Getting 9th in the Olympics was crushing. The Olympics was always my dream. After getting diagnosed it was good be like ‘yeah, okay there was something going on’ but still the feelings of that summer, and how hard it was, lingered.
It was hard to have to retire. I really actually had a very short career, only 4 or 5 years. I was happy to have utilised the most of my talent, though. I’d wanted it for longer and I wished I’d gotten sick a year later, but whatever; you don’t have control over that.
I moved from Durango, Colarado to Santa Cruz cos it was different and I couldn’t be Juli, right? I’d had a lot of success ski racing and had to quit that because of my knees, so I already knew how hard it was to quit something you thought was your destiny.
In cycling I was always thinking ‘I’m gonna leave on my terms, I don’t wanna lag, I’m going to go out on top. I want to have what’s next set up’. I couldn’t do that, and that was the hardest thing for me. I was so unprepared. At first I was like ‘I’ve achieved all I want, and I don’t need to achieve any more’, and then I’d think
‘I’m 29! Normal people don’t retire at 29’
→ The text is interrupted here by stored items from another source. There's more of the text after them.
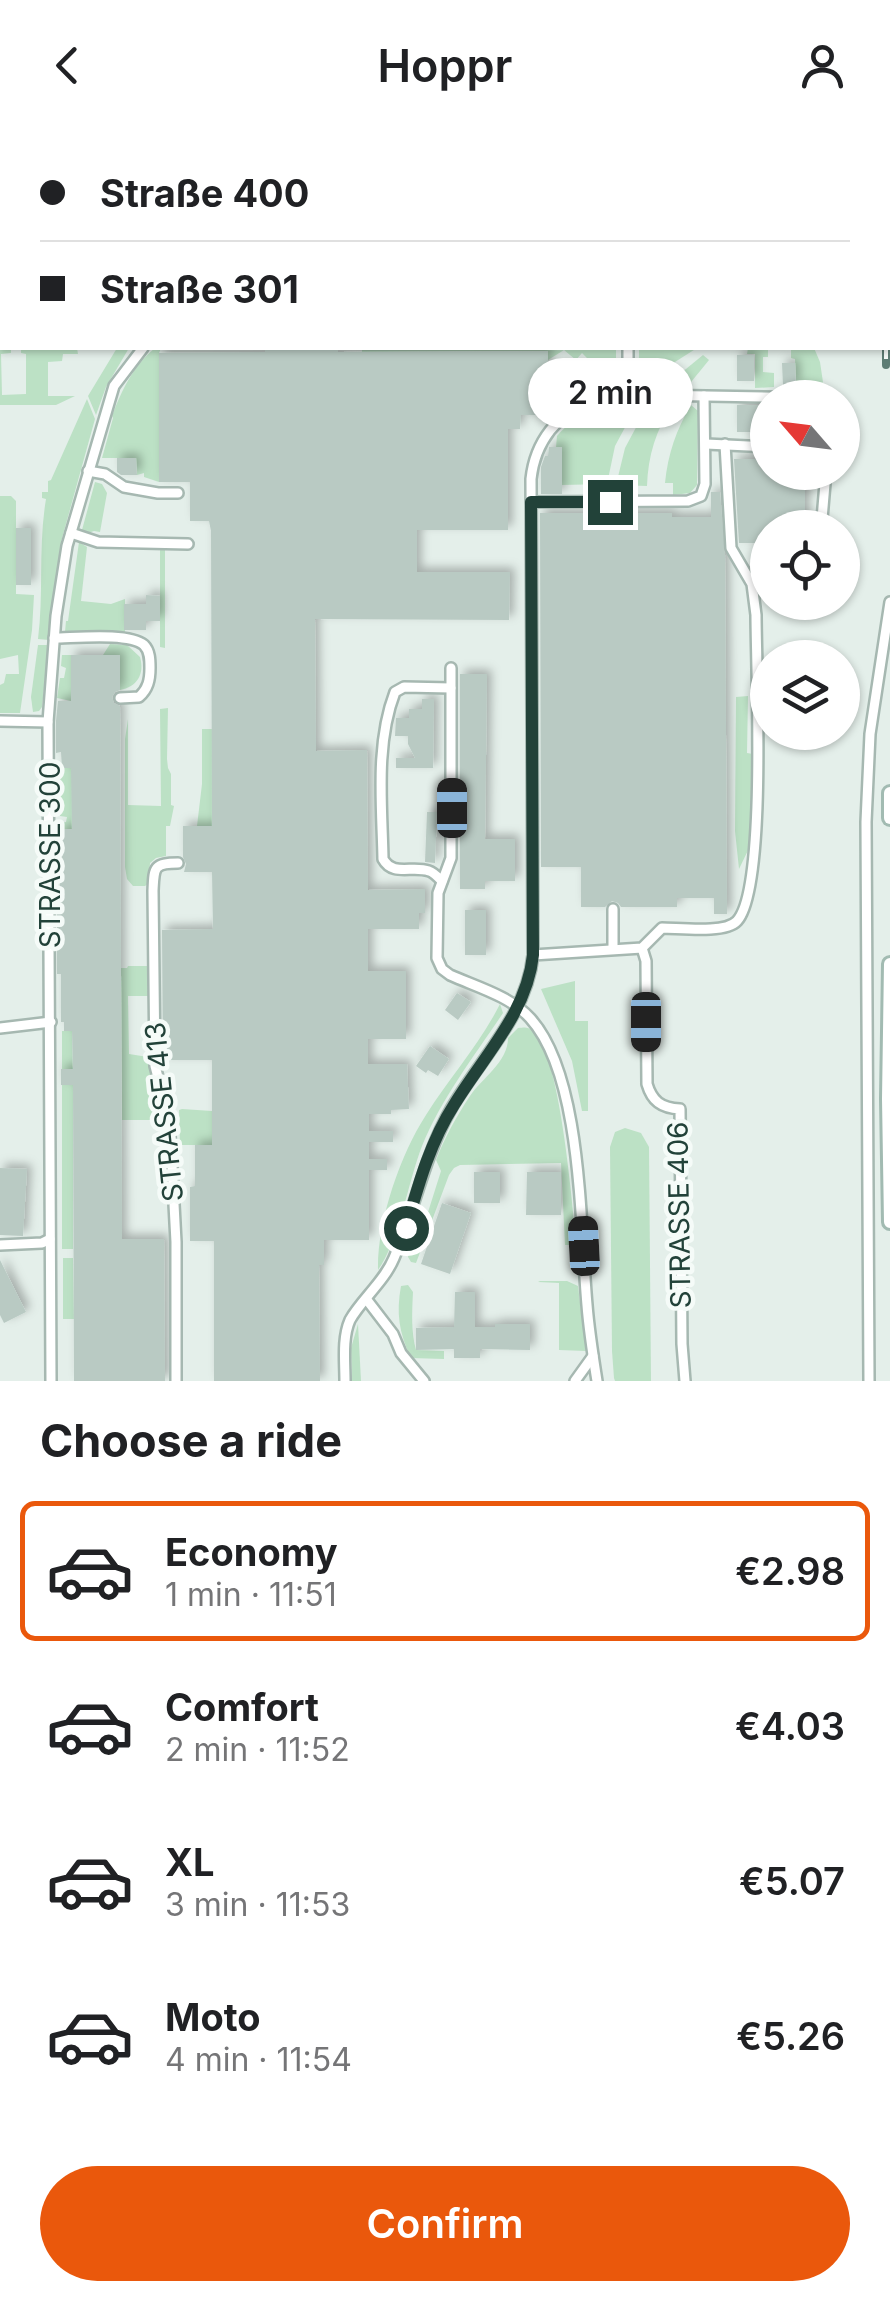 <!DOCTYPE html>
<meta charset="utf-8">
<style>
:root{--surface:#fff;--page:#f2f2f2;--text:#202124;--muted:#757577;--line:#e0e0e0;--accent:#ea580c}
body{margin:0;font-family:Inter,sans-serif;background:var(--page);color:var(--text);height:100vh;display:flex;flex-direction:column;font-size:38px;white-space:nowrap}
*{box-sizing:border-box;margin:0}
p{font-size:32px;color:var(--muted)}
.icon{flex:none;width:55px;height:55px;fill:none;stroke:currentColor;stroke-width:2;stroke-linecap:round;stroke-linejoin:round}
.map{position:relative;height:1251px;overflow:hidden}
.sheet{display:flex;flex-direction:column;background:var(--surface);flex:1}
.sheet>*{flex:none}
.hud{position:absolute;left:0px;top:0px;width:890px;height:220px;box-shadow:0 2px 8px #0004;display:grid;align-content:center;height:220px;padding:0 40px;background:var(--surface)}
.needle{width:65px;rotate:298deg}
.buttons{position:absolute;left:750px;top:250px;display:grid;gap:20px}
.buttons a{display:grid;place-items:center;width:110px;height:110px;border-radius:50%;background:var(--surface);box-shadow:0 2px 8px #0004;font-size:50px}
.end{position:absolute;width:45px;height:45px;margin:-22px;border:12px solid #224239;background:#fff;box-shadow:0 0 0 5px #fff}
.from{border-radius:50%}
.bubble{position:absolute;height:70px;border-radius:35px;background:var(--surface);box-shadow:0 2px 8px #0004;font-size:32px;font-weight:600;line-height:70px;text-align:center}
.car{position:absolute;width:30px;height:60px;margin:-30px -15px;border-radius:12px;box-shadow:0 0 8px 2px #0007;background:linear-gradient(#222 24%,#8ab4d8 0 40%,#222 0 76%,#8ab4d8 0 86%,#222 0)}
.hud b{display:flex;align-items:center;gap:35px;height:95px;font-size:38px}
.hud b+b{border-top:2px solid var(--line)}
.hud i{width:25px;height:25px;background:var(--text)}
ul{padding:0;list-style:none}
li{display:flex;align-items:center;gap:30px;height:140px;margin:0 20px 15px;padding:0 20px;border:5px solid transparent;border-radius:15px}
li div{flex:1}
li b{display:block;font-size:38px}
li em{font-style:normal;font-weight:600}
li.current{border-color:var(--accent)}
li>.icon{width:90px;height:90px;stroke-width:1.5}
h2{padding:0 40px;font-size:45px;line-height:120px}
.primary-button{display:flex;gap:20px;margin-top:auto;padding:20px 40px}
.primary-button a{flex:1;height:115px;border-radius:60px;background:var(--accent);color:#fff;font-size:40px;font-weight:600;line-height:115px;text-align:center}
header{display:flex;justify-content:space-between;align-items:center;height:130px;padding:0 40px;background:var(--surface);font-size:45px;font-weight:600}
.map>svg:first-child{display:block}
.green{fill:#bce1c5}
.building{fill:#b9cac3;filter:url(#shadow)}
.lines{fill:none;stroke-linecap:round;stroke-linejoin:round}
.minor-casing{stroke:#a6b8b1;stroke-width:14}
.tertiary-casing{stroke:#a6b8b1;stroke-width:16}
.secondary-casing{stroke:#a2bbb2;stroke-width:18}
.minor{stroke:#fff;stroke-width:9}
.tertiary{stroke:#fff;stroke-width:11}
.secondary{stroke:#fff;stroke-width:12}
.tram{stroke:#5d7d74;stroke-width:2.5}
.rail-casing{stroke:#5d7d74;stroke-width:8}
.rail{stroke:#f5fbf8;stroke-width:4;stroke-dasharray:11;stroke-linecap:butt}
.route{stroke:#224239;stroke-width:12}
.labels{text-anchor:middle;stroke-width:9;stroke-linejoin:round;paint-order:stroke}
.street-label{font-size:28px;fill:#224239;stroke:#f5fbf8}
</style>
<header><svg class="icon" aria-label="back" viewBox="0 0 24 24"><path d="M15 5l-7 7 7 7"/></svg>Hoppr<svg class="icon" aria-label="person" viewBox="0 0 24 24"><circle cx="12" cy="8" r="4"/><path d="M4 21q1-7 8-7t8 7"/></svg></header>
<div class="map">
<svg width="890" height="1251" viewBox="0 0 890 1251">
<defs>
<filter id="shadow"><feDropShadow dx="4.5" dy="-4.5" stdDeviation="5" flood-color="#0004"/></filter>
</defs>
<rect width="100%" height="100%" fill="#e4efea"/>
<g class="green">
<path d="M2,209V218H11V223L1,224L2,265L26,264V224L21,223V218H77L78,224H63L62,231L48,232V266H75L56,275H0V210Z"/>
<path d="M117,218H129L106,257L96,285L88,266Z"/>
<path d="M155,218H161L159,223V352L144,347V343L137,345L136,328H102L113,288L112,286C122,260 133,236 155,218Z"/>
<path d="M362,218H616V231L591,232L582,223L576,230L564,220L548,230L547,221L362,222Z"/>
<path d="M639,218H697L645,251L639,238Z"/>
<path d="M748,218H768V227H763V242L774,243V257L755,258V224H747Z"/>
<path d="M791,218H814L820,232L824,259L799,257V251H796L795,229L791,228Z"/>
<path d="M703,225L709,230L687,257H664Z"/>
<path d="M87,269L95,289L61,412L49,510L38,509C44,463 38,416 46,369L42,368V362H48V351L51,350Z"/>
<path d="M637,275L615,316L607,354L562,355V317H556L557,306C582,278 600,275 637,275Z"/>
<path d="M648,275H673C656,299 648,326 647,356L616,355L625,318Z"/>
<path d="M691,275L698,281L697,355L690,363L673,365V353H665C668,324 676,300 691,275Z"/>
<path d="M95,352L102,354L107,363L100,402L94,401L88,403L82,400Z"/>
<path d="M0,366H11L16,371V464L34,465L32,500L20,583H0V555L4,553L6,544H19L18,525L0,529Z"/>
<path d="M79,412L87,417L81,471L111,474L125,469V502H65L66,491H68Z"/>
<path d="M165,419V518L160,517V420Z"/>
<path d="M110,514L127,515L140,527C145,544 137,557 120,560L119,526L103,525Z"/>
<path d="M38,515H49L42,577L39,581L33,582L31,567Z"/>
<path d="M62,525H71V571L57,568L60,548H64L66,538L61,536Z"/>
<path d="M748,566L747,623L753,624V710L739,739L735,701L736,567Z"/>
<path d="M168,578L167,629L168,638L171,644V675L174,676L170,696H166V726L156,728L150,733L149,753L145,756H133L127,749L125,737V609L128,589V675L161,676L160,579Z"/>
<path d="M202,599H212V723L197,696L202,654Z"/>
<path d="M58,633H62L63,638H72V699H60V693L66,692L67,687L60,686V679L58,678Z"/>
<path d="M128,836H148V866H128L129,924L148,927L159,990H122L121,838H127Z"/>
<path d="M575,851V891H588V981H582L572,931L541,859Z"/>
<path d="M500,874L503,883C475,925 441,969 422,1016C408,1052 399,1111 378,1140C377,1092 400,1025 426,985C450,947 480,914 500,874Z"/>
<path d="M518,898C524,898 527,896 533,901C560,923 572,1072 576,1111L573,1115H565L561,1033L460,1035L454,1038L449,1045L416,1133L411,1132L408,1127L409,1121L417,1117L441,1041L436,1030C445,1007 456,987 470,966C482,948 508,932 508,908Z"/>
<path d="M62,901H72L73,939H62Z"/>
<rect x="62" y="955" width="11" height="164"/>
<path d="M182,979L212,981V1015H180L179,980Z"/>
<path d="M625,998L641,1003L649,1017L651,1251H615L614,1248L612,1221L610,1017L615,1002Z"/>
<path d="M63,1128H73L74,1189H63Z"/>
<path d="M540,1151H567L578,1156L586,1221L559,1220V1153L538,1152Z"/>
<path d="M408,1155L413,1162C412,1182 411,1202 416,1220L444,1221V1229L411,1228C399,1203 396,1183 401,1156Z"/>
<path d="M358,1194L361,1251H352L351,1218Z"/>
</g>
<g class="building">
<path d="M265,218L338,220V222L548,221V285H521L520,299H508V400H417V442H510L509,490L315,489L316,621L367,620L368,760L425,759V783H419V799H368V841H406V909H368V934H407L409,979L391,980V984H369V1001H393V1012H369V1029H387V1040H369V1110H324V1135H319L320,1251H214V1111H190V1057L195,1056V1015H212V930H163L162,800L213,799L212,742H184L186,734L183,727V696H212L211,401L209,391H190V352H159V223L265,222Z"/>
<rect x="737" y="225" width="17" height="26"/>
<path d="M782,233H795L796,256H783Z"/>
<rect x="737" y="275" width="31" height="27"/>
<path d="M549,317H562V364H541V337L545,326H548Z"/>
<path d="M117,328H136L137,345H121L117,342Z"/>
<path d="M734,329H768V342H805V398H768V413H739Z"/>
<path d="M711,362H720L725,424L727,784H714V768H677V777H621L618,773L612,771L605,777H581V737H541L540,383H672V387H711Z"/>
<rect x="16" y="398" width="15" height="57"/>
<path d="M146,465L160,466V491H146V500H124V474H146Z"/>
<path d="M71,525H120V560L115,562L112,567L114,573L120,576L122,1109H164L165,1251H74L73,955H61V939H73L72,901H64V892H61V844H57V782H60V699H72L71,638H62L61,622L56,623V591L58,571H71Z"/>
<path d="M460,544H487L485,709H515V751H485V759H460Z"/>
<path d="M422,569H434L433,638H396V628H415L408,614V606H395L396,588H409V579H422Z"/>
<path d="M427,682H437L435,733L425,732Z"/>
<rect x="465" y="780" width="21" height="45"/>
<path d="M457,863L471,872L458,890L445,880Z"/>
<path d="M430,916L449,929L438,946L428,940L426,943L416,936Z"/>
<path d="M0,1038L27,1039L23,1106L0,1105Z"/>
<rect x="474" y="1042" width="26" height="31"/>
<path d="M527,1042H561V1085H526Z"/>
<path d="M442,1073L471,1083L450,1144L421,1134Z"/>
<path d="M0,1130L26,1182L4,1193L0,1185Z"/>
<path d="M455,1162H475V1197H495V1194H530V1220L480,1219V1228H454V1219L416,1220V1198L454,1197Z"/>
</g>
<g class="lines">
<g class="minor-casing">
<g id="minor">
<path d="M820,0L821,2"/>
<path d="M6,2L13,0"/>
<path d="M631,2V0"/>
<path d="M888,183L890,189"/>
<path d="M0,202H2"/>
<path d="M624,260L633,265H650L820,268"/>
<path d="M624,260L628,246V218"/>
<path d="M706,314L768,317"/>
<path d="M88,341L105,344L124,357L158,363H178"/>
<path d="M531,372L688,371L701,366L705,354L704,266"/>
<path d="M822,389L826,342"/>
<path d="M71,403L98,412L188,414"/>
<path d="M54,508C74,508 129,502 144,515C150,521 150,530 150,538C150,550 148,559 139,567L120,568"/>
<path d="M451,538V728L438,763L437,828L442,839L450,845C477,857 510,866 530,888C583,946 580,1099 587,1175C589,1201 593,1226 597,1251"/>
<path d="M0,591L48,592"/>
<path d="M442,751C438,747 433,742 429,741C412,735 393,747 383,729C382,675 375,614 395,562L404,557L451,558"/>
<path d="M642,818L646,831L647,954C652,971 661,978 680,979L682,1214L685,1251"/>
<path d="M613,819V779"/>
<path d="M533,825L642,818L662,798C679,798 725,804 737,791C767,759 756,537 756,485L752,454L731,418L725,314"/>
<path d="M0,898L51,892"/>
<path d="M0,1115L42,1113L50,1109"/>
<path d="M367,1170L393,1204L401,1223L424,1251"/>
<path d="M51,1251L48,592L56,486L67,416L114,256L143,218"/>
<path d="M176,1251V1112L171,1017L168,985L155,936L153,761C154,738 153,733 178,733"/>
<path d="M345,1251C345,1232 342,1208 350,1190C361,1170 384,1152 394,1128C415,1079 424,1026 451,979C480,929 527,885 533,825L531,349C535,312 557,283 593,270C603,266 613,264 624,260"/>
<path d="M575,1251L593,1226"/>
<path d="M869,1251L866,692L870,604L890,472"/>
</g>
</g>
<g class="tertiary-casing">
<g id="tertiary">
<path d="M868,0L869,2"/>
<path d="M888,54L890,60"/>
</g>
</g>
<g class="secondary-casing">
<g id="secondary">
<path d="M890,663V688"/>
<path d="M890,834L888,969L890,1092"/>
</g>
</g>
<use href="#minor" class="minor"/>
<use href="#tertiary" class="tertiary"/>
<use href="#secondary" class="secondary"/>
<g class="tram">
<path d="M856,0L857,2"/>
<path d="M888,109L890,117"/>
</g>
<g class="rail-casing">
<g id="rail">
<path d="M830,0L831,2"/>
<path d="M886,218V235"/>
</g>
</g>
<use href="#rail" class="rail"/>
</g>
<g class="lines">
<path class="route" d="M406,1098C418,1056 430,1012 454,975C483,927 527,883 533,825L531,372H610"/>
</g>
<g class="labels">
<g class="street-label">
<text transform="translate(50 725) rotate(-90)" y="10">STRASSE 300</text>
<text transform="translate(164 982) rotate(-96)" y="10">STRASSE 413</text>
<text transform="translate(679 1085) rotate(-91)" y="10">STRASSE 406</text>
</g>
</g>
</svg>
<div class="buttons">
<a><svg class="needle" viewBox="-14 -14 28 28"><path d="M0-13l5 13h-10z" fill="#e53935"/><path d="M0 13l5-13h-10z" fill="#757577"/></svg></a>
<a><svg class="icon" aria-label="locate" viewBox="0 0 24 24"><circle cx="12" cy="12" r="6"/><path d="M12 2v4M12 18v4M2 12h4M18 12h4"/></svg></a>
<a><svg class="icon" aria-label="layers" viewBox="0 0 24 24"><path d="M12 4l9 5-9 5-9-5zM3 14l9 5 9-5"/></svg></a>
</div>
<i class="end from" style="left:406px;top:1098px"></i>
<i class="end" style="left:610px;top:372px"></i>
<div class="bubble" style="left:528px;top:228px;width:165px">2 min</div>
<i class="car" style="left:452px;top:678px;rotate:0deg"></i>
<i class="car" style="left:646px;top:892px;rotate:180deg"></i>
<i class="car" style="left:584px;top:1116px;rotate:357deg"></i>
<div class="hud">
<b><i class="from"></i>Straße 400</b>
<b><i></i>Straße 301</b>
</div>
</div>
<section class="sheet">
<h2>Choose a ride</h2>
<ul>
<li class="current"><svg class="icon" aria-label="car" viewBox="0 0 24 24"><path d="M5 17H2v-5l4-1 3-4h7l3 4 3 1v5h-3M9 17h6M6 11h13"/><circle cx="7" cy="17" r="2"/><circle cx="17" cy="17" r="2"/></svg><div><b>Economy</b><p>1 min · 11:51</p></div><em>€2.98</em></li>
<li><svg class="icon" aria-label="car" viewBox="0 0 24 24"><path d="M5 17H2v-5l4-1 3-4h7l3 4 3 1v5h-3M9 17h6M6 11h13"/><circle cx="7" cy="17" r="2"/><circle cx="17" cy="17" r="2"/></svg><div><b>Comfort</b><p>2 min · 11:52</p></div><em>€4.03</em></li>
<li><svg class="icon" aria-label="car" viewBox="0 0 24 24"><path d="M5 17H2v-5l4-1 3-4h7l3 4 3 1v5h-3M9 17h6M6 11h13"/><circle cx="7" cy="17" r="2"/><circle cx="17" cy="17" r="2"/></svg><div><b>XL</b><p>3 min · 11:53</p></div><em>€5.07</em></li>
<li><svg class="icon" aria-label="car" viewBox="0 0 24 24"><path d="M5 17H2v-5l4-1 3-4h7l3 4 3 1v5h-3M9 17h6M6 11h13"/><circle cx="7" cy="17" r="2"/><circle cx="17" cy="17" r="2"/></svg><div><b>Moto</b><p>4 min · 11:54</p></div><em>€5.26</em></li>
</ul>
<div class="primary-button"><a>Confirm</a></div>
</section>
My whole life has been so surreal because I did have so much success. You see people caught up in that. You hear all these accolades, and when you are around that all the time it shapes you differently from normal people. You feel like anything is possible. It’s hard to explain but I needed to come down off that.
I was a news announcer for radio. I was terrible but I loved the news so I thought, I can do this. And I went to Africa on safari. I interviewed homeless people. I just became much more me. I had to take that time away from me, and that focus on me as the racer.
When I moved to Santa Cruz, I had a friend who was a part-owner of Santa Cruz bikes. I had the idea for the Santa Cruz Juliana and they bought into it. It was the first women’s specific bike.